VERTEBROPLASTY IN OSTEOLYTIC METASTASIS
A 56-year-old woman with cervical cancer was diagnosed with L3 metastasis. She complained of severe back pain. On MRI, the low signal intensity lesion (T1-weighted image) was seen on the L3 vertebral body. Bone cement was injected into the low signal lesion that was thought to be the tumor infiltration area (Fig. 31-24).
The spinal metastasis of cancer presents with osteolytic or osteoblastic lesions. In cases of an osteolytic metastasis, such as breast, lung, and cervical cancer, bone cement injection can relieve pain caused by vertebral body destruction.3 Bone cement fills the soft portion of the bone marrow, which takes an in-situ immobilization effect. The heat from the polymerizing cement can kill cancer cells and inactivates the nerve endings in the bone marrow. In cases of vascular tumors, such as renal cell metastases, embolic material should be inserted through the needle into the tumor mass before bone cement injection.
POSTEROLATERAL APPROACH FOR VENTRAL TUMORS IN CERVICAL SPINE
When the tumor-cord interface line projects posteriorly, a posterolateral approach can be adequate for tumor removal without cord damage.15 The skin incision is an extension of the line drawn along the tumor-cord interface. The superficial muscles are separated between the trapezius and lavatory scapulae. The intermediate muscle layers (semispinalis capitis, SSCa) are cut in the middle of them.

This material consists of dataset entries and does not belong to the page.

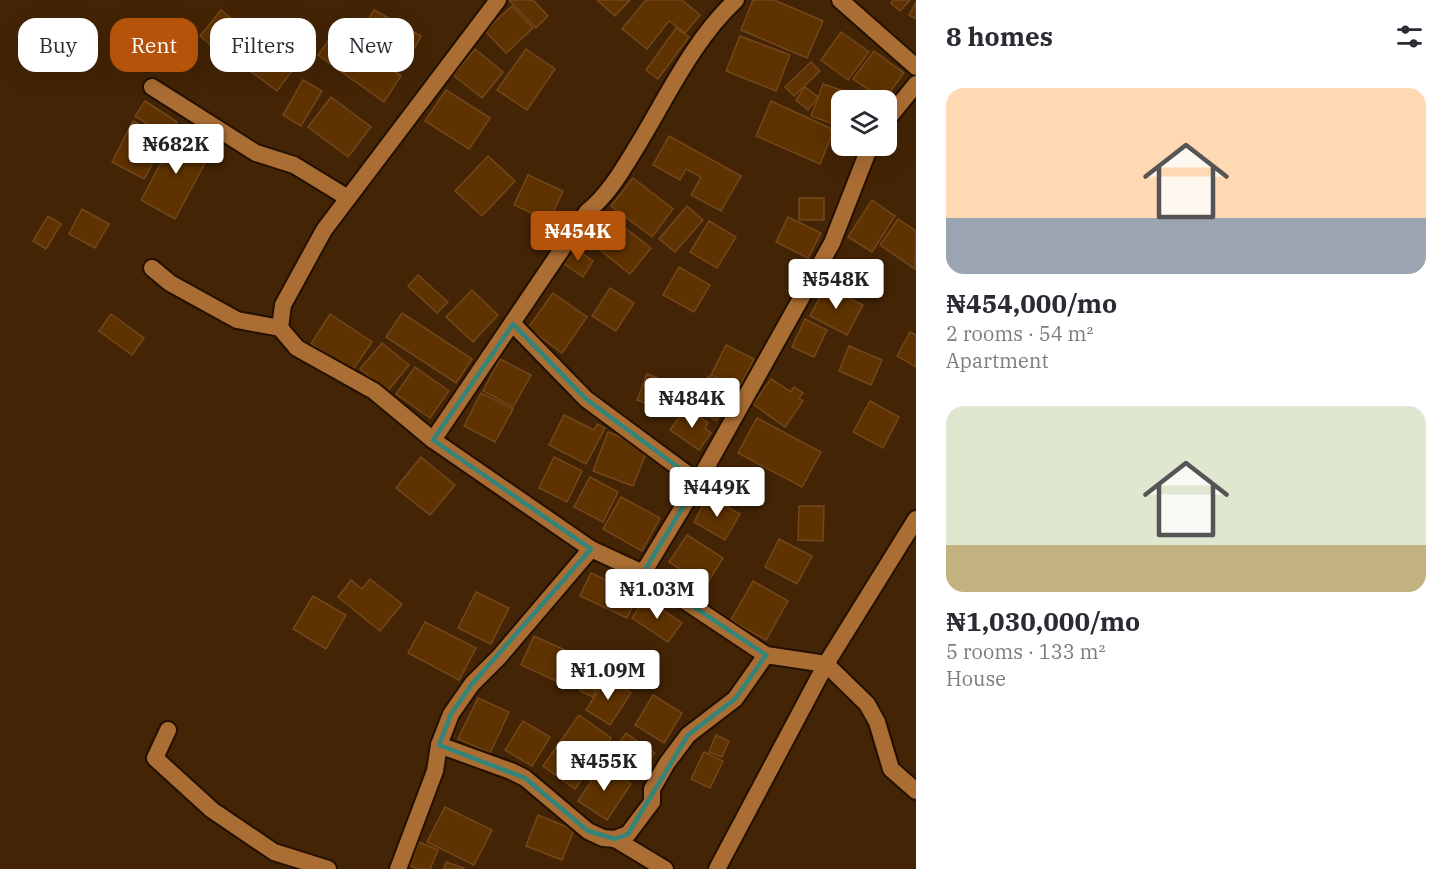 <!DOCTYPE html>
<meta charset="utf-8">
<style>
:root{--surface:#fff;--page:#f2f2f3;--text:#2b2b33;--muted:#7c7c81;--accent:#b45309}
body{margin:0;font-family:"IBM Plex Serif",serif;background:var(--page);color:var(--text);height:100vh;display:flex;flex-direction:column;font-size:22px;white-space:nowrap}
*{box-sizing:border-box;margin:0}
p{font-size:20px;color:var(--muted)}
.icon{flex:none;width:33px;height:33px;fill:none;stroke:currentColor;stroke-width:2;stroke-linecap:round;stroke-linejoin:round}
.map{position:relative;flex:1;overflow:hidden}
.drawer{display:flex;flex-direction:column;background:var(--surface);width:540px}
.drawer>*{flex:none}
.guide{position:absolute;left:18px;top:18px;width:570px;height:54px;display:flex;gap:12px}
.fabs{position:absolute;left:831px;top:90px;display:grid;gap:12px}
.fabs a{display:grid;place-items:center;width:66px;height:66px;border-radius:12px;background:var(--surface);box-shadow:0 6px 24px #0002;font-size:30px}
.price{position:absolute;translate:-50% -51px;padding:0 14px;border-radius:6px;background:#fff;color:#222;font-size:20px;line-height:39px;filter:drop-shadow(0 2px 3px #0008)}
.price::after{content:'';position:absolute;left:50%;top:36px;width:18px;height:14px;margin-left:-9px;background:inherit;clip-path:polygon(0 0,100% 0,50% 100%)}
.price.selected{background:var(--accent);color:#fff}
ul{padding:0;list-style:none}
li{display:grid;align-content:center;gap:12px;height:318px;padding:0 30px}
li span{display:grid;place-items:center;height:186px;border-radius:18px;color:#555}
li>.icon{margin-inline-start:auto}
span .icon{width:108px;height:108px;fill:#fffc;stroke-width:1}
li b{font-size:26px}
h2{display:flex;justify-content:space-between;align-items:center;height:72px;padding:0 30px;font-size:26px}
.pill{padding:0 21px;border-radius:18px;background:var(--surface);box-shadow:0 6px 24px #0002;font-size:21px;line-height:54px}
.pill.selected{background:var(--accent);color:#fff}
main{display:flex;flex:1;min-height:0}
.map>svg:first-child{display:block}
.building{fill:#5e3201;stroke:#74471b;stroke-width:1.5}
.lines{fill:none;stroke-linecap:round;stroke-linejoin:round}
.minor-casing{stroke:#231001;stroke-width:20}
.minor{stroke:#aa6d34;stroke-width:16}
.marked{fill:none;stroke:#33857a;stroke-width:4.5;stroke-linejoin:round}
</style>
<main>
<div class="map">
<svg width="916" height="869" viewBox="0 0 916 869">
<rect width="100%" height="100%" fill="#432405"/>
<g class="building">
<polygon points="509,0 533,0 548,16 536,28"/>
<polygon points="597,0 630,0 615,16"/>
<polygon points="646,0 682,0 700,15 685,33 669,21 647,49 622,29"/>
<polygon points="753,0 774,0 823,21 807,58 741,30"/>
<polygon points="893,0 910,0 900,11 891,3"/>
<polygon points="916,2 916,19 909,15"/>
<polygon points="512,6 533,28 506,53 485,31"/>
<polygon points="221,10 254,37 232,63 200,36"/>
<polygon points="374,10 421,36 403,68 356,41"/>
<polygon points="676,28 689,37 658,79 646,70"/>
<polygon points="336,30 401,76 384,102 318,55"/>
<polygon points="841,32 869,52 848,80 821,60"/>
<polygon points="740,36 790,55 776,91 726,71"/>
<polygon points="260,41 295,67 277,91 242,65"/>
<polygon points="475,49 503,72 482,98 453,75"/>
<polygon points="526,49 555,69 527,110 497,90"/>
<polygon points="874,51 904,73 884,100 853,79"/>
<polygon points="811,62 820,71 794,96 785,87"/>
<polygon points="303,80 322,91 301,126 283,115"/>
<polygon points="823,84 870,100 842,100 842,127 811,116"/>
<polygon points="805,87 818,97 808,110 796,100"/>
<polygon points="446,90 490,118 469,149 425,121"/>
<polygon points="331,97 371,127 348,157 308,127"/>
<polygon points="145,101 177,122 167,137 135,116"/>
<polygon points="771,101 834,130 820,164 756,136"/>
<polygon points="133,121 166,138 144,179 112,162"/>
<polygon points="178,132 212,150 175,219 141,200"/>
<polygon points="669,136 741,176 721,211 691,195 701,177 686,169 680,180 653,165"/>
<polygon points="488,156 515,181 482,216 455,191"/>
<polygon points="528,175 563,191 549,221 514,205"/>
<polygon points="633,178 673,209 652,237 611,206"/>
<rect x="799" y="198" width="25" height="22"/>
<polygon points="872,200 895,216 872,252 848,237"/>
<polygon points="687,206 703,220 675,252 659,239"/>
<polygon points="82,209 109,224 95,248 69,234"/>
<polygon points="605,212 651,248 630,274 585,238"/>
<polygon points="48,216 61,224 46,249 33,241"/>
<polygon points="788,217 821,233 808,258 776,242"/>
<polygon points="898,219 916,231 915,269 880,245"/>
<polygon points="709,221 736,237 717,268 690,252"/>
<polygon points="573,247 593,261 583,277 563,263"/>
<polygon points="679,267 710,285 694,312 663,295"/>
<polygon points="418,275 448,302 437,313 408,286"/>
<polygon points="826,286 863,305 847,335 810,316"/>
<polygon points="610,288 634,303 616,331 592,316"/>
<polygon points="472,290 498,315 473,342 446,317"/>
<polygon points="553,293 587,317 562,353 528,328"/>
<polygon points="402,313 472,359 456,383 386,337"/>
<polygon points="111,314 144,338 132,355 99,331"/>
<polygon points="330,314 372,342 352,371 311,344"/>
<polygon points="805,319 827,330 814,357 792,347"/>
<polygon points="910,332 916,335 916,367 897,356"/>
<polygon points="382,343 409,365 387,392 360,369"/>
<polygon points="726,345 754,359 739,388 711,375"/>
<polygon points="849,346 882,360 871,385 839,371"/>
<polygon points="500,359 531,375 513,407 483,391"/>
<polygon points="415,367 449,391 430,418 396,394"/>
<polygon points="647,374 677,385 667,411 637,400"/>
<polygon points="709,376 736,394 716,421 690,402"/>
<polygon points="771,379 791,392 794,387 803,393 799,398 803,401 785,427 753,404"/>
<polygon points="481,393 513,409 495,442 464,426"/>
<polygon points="870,401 899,417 883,448 853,432"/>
<polygon points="689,409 708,423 705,428 711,433 699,450 670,430 683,412 685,414"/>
<polygon points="564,415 594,430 597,424 605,428 586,464 549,445"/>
<polygon points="757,418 821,452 802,487 738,453"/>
<polygon points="608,432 648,448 633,486 593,471"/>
<polygon points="421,457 455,485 430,515 396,488"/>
<polygon points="554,457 582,471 567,502 539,488"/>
<polygon points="590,477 618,492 603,522 574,507"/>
<polygon points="708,496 740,514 725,540 694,522"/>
<polygon points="621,497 660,518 642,551 603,529"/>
<polygon points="799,506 824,506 823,541 798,540"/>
<polygon points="687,535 723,558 706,585 669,562"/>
<polygon points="779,539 812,556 797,584 765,567"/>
<polygon points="591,573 638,595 627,618 580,596"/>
<polygon points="370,579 402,604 380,631 338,597 351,580 362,589"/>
<polygon points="753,581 788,601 766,640 731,620"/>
<polygon points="476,592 509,608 491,644 458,628"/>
<polygon points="313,596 346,615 326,649 293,629"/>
<polygon points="645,598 682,623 668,642 632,618"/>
<polygon points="425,622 476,648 459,680 408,653"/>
<polygon points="534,636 583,658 569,687 521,665"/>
<polygon points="594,659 607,665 593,697 580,691"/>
<polygon points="607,677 631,693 610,725 586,710"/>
<polygon points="653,695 682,713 664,743 635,725"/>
<polygon points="478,698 509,712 490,753 458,739"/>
<polygon points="579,715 611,738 575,789 543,766"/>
<polygon points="523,721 550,737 532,766 505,750"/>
<polygon points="626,733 655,753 638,776 610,755"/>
<polygon points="716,735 729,741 722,757 709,752"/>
<polygon points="704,752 723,761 710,788 691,779"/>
<polygon points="602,765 631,784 607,820 578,801"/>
<polygon points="445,807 492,830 474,865 427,842"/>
<polygon points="538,815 574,830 562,860 526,846"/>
<polygon points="419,842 438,850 430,869 418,869 409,865"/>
<polygon points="446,862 464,868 463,869 444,869"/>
</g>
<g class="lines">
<g class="minor-casing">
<g id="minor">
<polyline points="840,0 916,67"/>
<polyline points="152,87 256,153 294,165 348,198"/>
<polyline points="886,121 916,84"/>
<polyline points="152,268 170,283 237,320 280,328 297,348 374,391 433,440 591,549 643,573 766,655 826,664 867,704 877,722 891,769 916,791"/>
<polyline points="513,324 586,399 698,482"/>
<polyline points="280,328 283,305 324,230 498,0"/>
<path d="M433 440 587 212C610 193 623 169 639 143 668 95 694 39 736 0"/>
<polyline points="643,573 698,482 832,243 870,146"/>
<polyline points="168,730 155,758 212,810 274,852 328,869"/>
<polyline points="439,745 511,771 525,778 588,831 603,838 615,839 628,834 652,802 652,789 667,763 688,735 735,699 766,655"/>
<polyline points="615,839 665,869"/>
<polyline points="398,869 435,771 439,745 451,714 472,684 499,657 591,549"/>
<polyline points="717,869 826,664 916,519"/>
</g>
</g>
<use href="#minor" class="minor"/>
</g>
<path class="marked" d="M513 324 586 399 698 482 643 573 766 655 735 699 688 735 628 834 615 839 588 831 525 778 439 745 451 714 472 684 591 549 433 440Z"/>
</svg>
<div class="fabs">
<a><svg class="icon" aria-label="layers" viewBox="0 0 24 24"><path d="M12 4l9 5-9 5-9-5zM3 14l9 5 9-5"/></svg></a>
</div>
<b class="price" style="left:176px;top:175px">₦682K</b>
<b class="price selected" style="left:578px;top:262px">₦454K</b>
<b class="price" style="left:836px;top:310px">₦548K</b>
<b class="price" style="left:692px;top:429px">₦484K</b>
<b class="price" style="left:717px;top:518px">₦449K</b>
<b class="price" style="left:657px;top:620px">₦1.03M</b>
<b class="price" style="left:608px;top:701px">₦1.09M</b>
<b class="price" style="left:604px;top:792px">₦455K</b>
<div class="guide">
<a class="pill">Buy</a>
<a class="pill selected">Rent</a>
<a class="pill">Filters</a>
<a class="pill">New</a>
</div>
</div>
<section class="drawer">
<h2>8 homes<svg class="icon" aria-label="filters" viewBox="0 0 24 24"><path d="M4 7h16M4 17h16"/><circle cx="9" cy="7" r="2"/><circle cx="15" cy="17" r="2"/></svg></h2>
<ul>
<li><span style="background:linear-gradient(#ffd9b3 70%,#9aa5b1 0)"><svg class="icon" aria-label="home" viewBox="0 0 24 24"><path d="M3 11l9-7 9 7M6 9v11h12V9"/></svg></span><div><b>₦454,000/mo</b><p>2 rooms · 54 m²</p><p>Apartment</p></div></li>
<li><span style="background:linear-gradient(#dfe7d0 75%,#c2b280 0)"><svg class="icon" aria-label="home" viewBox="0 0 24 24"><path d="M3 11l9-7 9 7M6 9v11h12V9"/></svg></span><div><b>₦1,030,000/mo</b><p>5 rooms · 133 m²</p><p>House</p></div></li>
</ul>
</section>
</main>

Semispinalis cervicis muscle is retracted to the midline and the multifidus muscle is retracted to the lateral side (Fig. 31-25). The retractor blades are applied, exposing the base of the spinous process, laminae, and facets.
A bone window made by hemilaminectomy with additional removal of the base of the spinous process and medial portion of the facet joint should suffice for removal of tumors (Fig. 31-26).
TUMOR REMOVAL
In cases of an extramedullary tumor, the dissection is begun at the cord-tumor interface first, toward the tumor mass (Fig. 31-27). Once the tumor is coagulated and shrinks away from the spinal cord with application of bipolar coagulation forceps, the lateral margin of the tumor is dissected from the surrounding tissues and removed.
A 72-year-old man with back pain and pain radiating through both legs had been treated for lung cancer. MRI showed multiple spine osteolytic metastasis (L2, sacrum) (Fig. 31-28). Diffuse osteoporotic change was observed along the whole spine. A posterior approach was used for the neurological decompression. With the bilateral transpedicular approach, the L2 vertebral body lesion was resected. The vertebral body defect was reconstructed with mesh cage and bone cement. Posterior stabilization was achieved with PMMA-enforced pedicle screw fixation at the L1 and L3 levels.
The mass formation was seen at the L3 vertebral body. The tumor mass destroyed the posterior cortex, and posterior bulging of the posterior longitudinal ligament was seen on the left side (Fig. 31-29). VP was performed through the left pedicle. The needle tip was located near the anterior margin of the vertebral body. With close monitoring with fluoroscopic guidance, bone cement was injected. When the bone cement reached the posterior margin of the vertebral body, the injection stopped. After the bone cement injection, CT was performed. Bone cement was filled into the osteolytic portion of the vertebral body (Fig. 31-30).
Even if posterior cortical destruction had existed, bone cement did not leak into the epidural space. After VP was finished, back and thigh pain were much improved. Chemotherapy followed the surgical treatment. Six months later, follow-up MRI showed that the posterior cortical bulging had disappeared and the dural sac was decompressed (Fig. 31-31).